Every line of the material below that holds the string "this" should be copied.

GIVEN DATA -

● ● ● ● ●

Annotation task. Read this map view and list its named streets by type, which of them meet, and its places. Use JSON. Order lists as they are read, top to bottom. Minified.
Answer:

● ● ● ● ●

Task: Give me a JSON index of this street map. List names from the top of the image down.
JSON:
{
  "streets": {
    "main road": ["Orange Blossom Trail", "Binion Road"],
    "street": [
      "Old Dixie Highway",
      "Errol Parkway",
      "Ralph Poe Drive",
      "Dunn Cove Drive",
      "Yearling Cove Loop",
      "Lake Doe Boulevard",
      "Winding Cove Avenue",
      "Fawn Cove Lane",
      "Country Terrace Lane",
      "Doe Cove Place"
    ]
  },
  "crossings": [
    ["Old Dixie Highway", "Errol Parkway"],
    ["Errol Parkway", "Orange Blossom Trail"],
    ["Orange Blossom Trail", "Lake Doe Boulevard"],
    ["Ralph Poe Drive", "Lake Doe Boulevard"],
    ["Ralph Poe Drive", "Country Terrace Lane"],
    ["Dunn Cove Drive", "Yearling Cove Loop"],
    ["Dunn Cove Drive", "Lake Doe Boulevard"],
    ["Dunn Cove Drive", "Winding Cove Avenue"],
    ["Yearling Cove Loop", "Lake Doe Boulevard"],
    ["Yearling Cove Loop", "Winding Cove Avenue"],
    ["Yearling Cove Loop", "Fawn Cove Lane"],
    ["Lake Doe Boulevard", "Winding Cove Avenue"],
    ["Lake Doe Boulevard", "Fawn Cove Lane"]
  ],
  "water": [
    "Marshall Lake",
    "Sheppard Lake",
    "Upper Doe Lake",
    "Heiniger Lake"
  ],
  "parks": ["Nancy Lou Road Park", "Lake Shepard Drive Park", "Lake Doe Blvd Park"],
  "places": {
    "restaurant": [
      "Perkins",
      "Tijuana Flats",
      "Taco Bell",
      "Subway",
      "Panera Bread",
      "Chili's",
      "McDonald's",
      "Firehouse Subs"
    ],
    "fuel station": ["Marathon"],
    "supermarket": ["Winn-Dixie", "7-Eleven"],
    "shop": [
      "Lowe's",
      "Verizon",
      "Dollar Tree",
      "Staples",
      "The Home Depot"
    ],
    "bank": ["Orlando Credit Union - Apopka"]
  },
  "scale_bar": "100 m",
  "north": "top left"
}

● ● ● ● ●

TASK OUTPUT -
Annotation task. Read this map view and list its named streets by type, which of them meet, and its places. Use JSON. Order lists as they are read, top to bottom. Minified.
Task: Give me a JSON index of this street map. List names from the top of the image down.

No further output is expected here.